MENIKMATI SENJA
Deburan ombak memecah kesunyian, semilir angin menyapa lembut wajah seorang perempuan berambut hitam lebat sebahu. Ia berdiri membentangkan kedua tangannya menikmati senja. Dada perempuan itu turun naik menghirup udara mengisi tangki oksigen dalam darahnya, ia memejamkan mata menikmati terpaan angin yang memainkan rambutnya.
Tiba-tiba sepasang tangan melingkar di pinggang perempuan itu, dagu orang itu menempel di bahu perempuan.
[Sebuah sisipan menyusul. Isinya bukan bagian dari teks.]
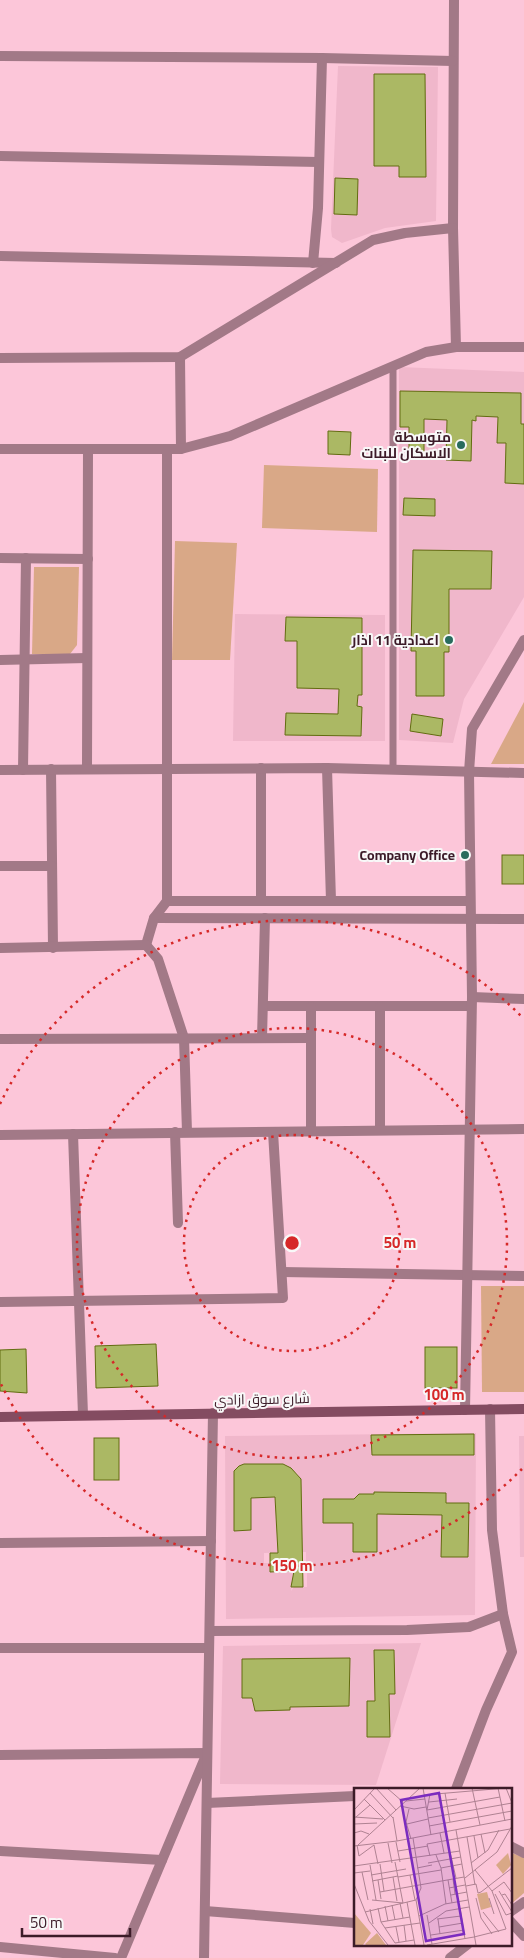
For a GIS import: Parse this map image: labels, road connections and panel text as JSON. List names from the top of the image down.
{
  "streets": {
    "street": ["شارع سوق ازادي"]
  },
  "places": ["متوسطة الاسكان للبنات", "اعدادية 11 اذار", "Company Office"],
  "scale_bar": "50 m",
  "rings": ["50 m", "100 m", "150 m"]
}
Perlahan perempuan itu membuka mata, tersenyum menatap lelaki yang memeluknya.
“Melati, kamu suka nama itu?” tanya lelaki itu pada perempuan yang dipeluknya.
Perempuan itu tersenyum kecil menatap lelaki yang memeluknya, “Suka, karena kamu yang kasih nama itu.” Perempuan bernama Melati itu memalingkan wajahnya kembali menatap deburan ombak di lautan bebas.
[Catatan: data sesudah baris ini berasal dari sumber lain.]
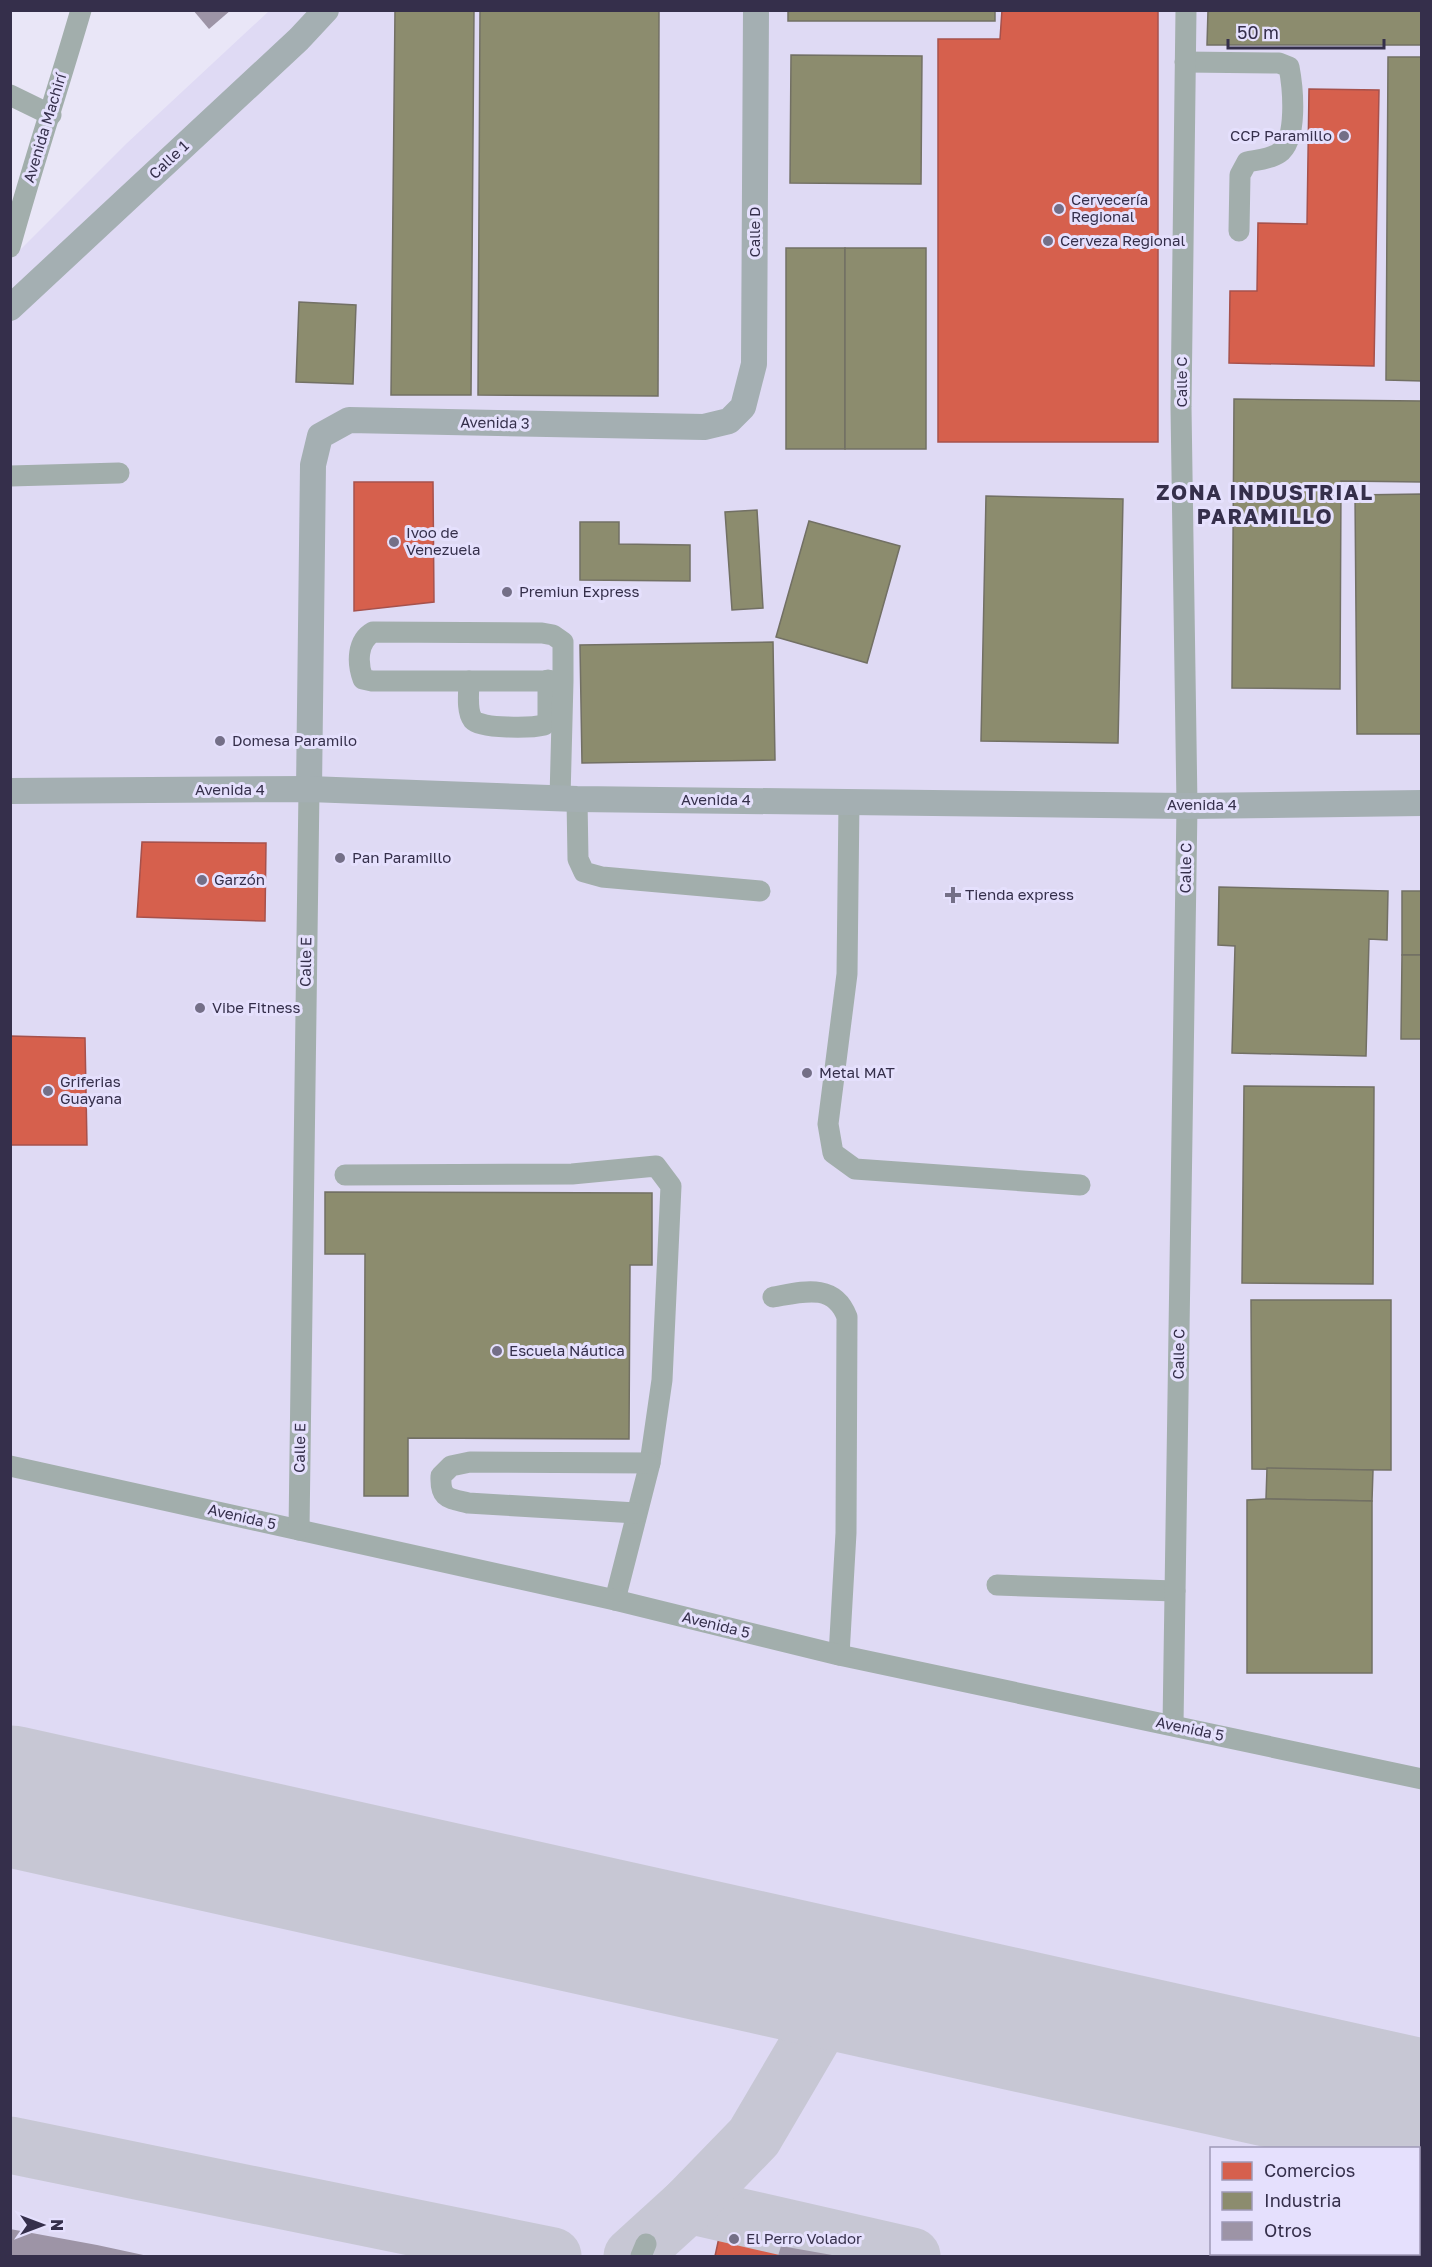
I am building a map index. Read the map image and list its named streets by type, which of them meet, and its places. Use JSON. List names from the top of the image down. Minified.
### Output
{"streets":{"main road":["Calle 1","Calle D","Avenida 3","Avenida 4","Calle E"],"street":["Avenida Machirí","Calle C","Avenida 5"]},"crossings":[["Calle D","Avenida 3"],["Calle C","Avenida 4"],["Calle C","Avenida 5"],["Avenida 3","Calle E"],["Avenida 4","Calle E"],["Calle E","Avenida 5"]],"districts":["ZONA INDUSTRIAL PARAMILLO"],"places":{"other":["CCP Paramillo","Cervecería Regional","Cerveza Regional","Ivoo de Venezuela","Premiun Express","Domesa Paramilo","Pan Paramillo","Garzón","Vibe Fitness","Metal MAT","Griferias Guayana","Escuela Náutica","El Perro Volador"],"health":["Tienda express"]},"legend":["Comercios","Industria","Otros"],"scale_bar":"50 m","north":"right"}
Melati menutup mata, membawa ingatannya kembali ketika ia minum racun yang membuatnya mati suri. Aya sudah mati, kini namanya berganti menjadi Melati. Ia membuka mata dan tersenyum kecil, mengingat wajah Emak pucat pasi saat kembali dari pemakaman melihat keberadaan dirinya yang segar bugar.
Selain Emak, dokter Anna dan Om Aris yang tahu dirinya masih hidup. Melati mengusap lembut tangan yang melingkar di pinggangnya, “Sudah ada kabar dari Om Aris? Berapa tahun hukuman Om Adi?”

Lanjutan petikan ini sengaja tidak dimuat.